BT's H1 FY19–20: Jansen warns this might sting a little…

BT’s H1 FY19–20: Jansen warns this might sting a little…

Source: BT

BT Group published its results for the quarter and six months to end‑September 2019 (Q2/H1 FY19–20), with a performance in line with expectations, and management appearing in confident form and focused on the mechanics of business transformation.

The half‑year results followed fairly quickly after the ambitious and aspirational Beyond Limits launch (BTwatch, #307), which was intended to re‑position BT as an integral part of society and revive the flagging brand as a national champion. In contrast to the showbiz glitz of that event, the results were more focused on the hard work that needs to be done out of the public eye to enable the overhaul of the business. And this part of the process may be more challenging and painful for the Group and its investors.

Group Chief Executive Philip Jansen emphasised the potential for bad news (or at least more challenging times) ahead of anticipated good news, and reiterated the complexity of internal plans to overhaul operations through an IT‑led transformation.
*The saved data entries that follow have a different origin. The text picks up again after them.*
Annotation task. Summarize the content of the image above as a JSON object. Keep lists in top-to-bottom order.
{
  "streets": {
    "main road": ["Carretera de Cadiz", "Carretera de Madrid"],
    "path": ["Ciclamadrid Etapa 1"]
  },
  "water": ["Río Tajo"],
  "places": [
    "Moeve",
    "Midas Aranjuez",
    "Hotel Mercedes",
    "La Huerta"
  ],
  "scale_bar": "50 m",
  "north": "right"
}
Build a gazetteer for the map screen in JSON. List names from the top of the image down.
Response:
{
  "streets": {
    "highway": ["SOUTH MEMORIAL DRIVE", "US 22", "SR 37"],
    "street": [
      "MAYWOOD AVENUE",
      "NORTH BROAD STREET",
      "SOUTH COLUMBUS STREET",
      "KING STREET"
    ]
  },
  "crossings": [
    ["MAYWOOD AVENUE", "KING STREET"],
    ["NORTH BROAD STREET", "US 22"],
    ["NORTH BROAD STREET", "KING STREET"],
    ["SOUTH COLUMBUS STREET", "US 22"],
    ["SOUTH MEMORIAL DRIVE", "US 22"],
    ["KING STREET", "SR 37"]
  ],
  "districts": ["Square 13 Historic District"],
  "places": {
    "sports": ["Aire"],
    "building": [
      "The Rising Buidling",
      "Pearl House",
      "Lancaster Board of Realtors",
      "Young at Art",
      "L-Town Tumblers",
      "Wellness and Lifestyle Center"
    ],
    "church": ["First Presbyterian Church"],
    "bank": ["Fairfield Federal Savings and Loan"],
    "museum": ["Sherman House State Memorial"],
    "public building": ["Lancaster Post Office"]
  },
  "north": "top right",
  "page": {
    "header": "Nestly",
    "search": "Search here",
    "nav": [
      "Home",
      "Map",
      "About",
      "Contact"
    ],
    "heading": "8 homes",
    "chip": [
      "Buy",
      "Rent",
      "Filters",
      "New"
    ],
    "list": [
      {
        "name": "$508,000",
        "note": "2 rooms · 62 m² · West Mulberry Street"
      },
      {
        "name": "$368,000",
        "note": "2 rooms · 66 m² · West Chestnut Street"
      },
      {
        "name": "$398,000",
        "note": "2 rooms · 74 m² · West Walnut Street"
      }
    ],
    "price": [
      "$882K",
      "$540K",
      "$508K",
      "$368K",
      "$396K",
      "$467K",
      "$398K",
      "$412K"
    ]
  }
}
As this battle plan moves deeper into the implementation phase Jansen is working hard to keep analysts onside and on‑board with his plans, and a couple of times acknowledged the level of engagement shown by the analyst community. Building goodwill now could be essential for ensuring that when news turns less positive, there is confidence that the management team are thinking about the bigger picture.

In the meantime, the H1 saw mildly negative numbers across key metrics, as anticipated, with revenue and earnings before interest taxation, depreciation and amortisation (EBITDA) sliding. Changes to accounting standards yet again made comparisons in several areas more challenging, but the divisional stories of slow painful recovery in business‑focused areas, and heightened retail competition fuelled in part by Openreach’s strategy remains clear. Normalised cash flow was notably down, but this appears to be a matter of timing, with a significantly stronger second half of the year anticipated.

BT Group, financial highlights, H1 FY19–20
 H1 FY18–19H1 FY19–20Change
Sources: BT Group.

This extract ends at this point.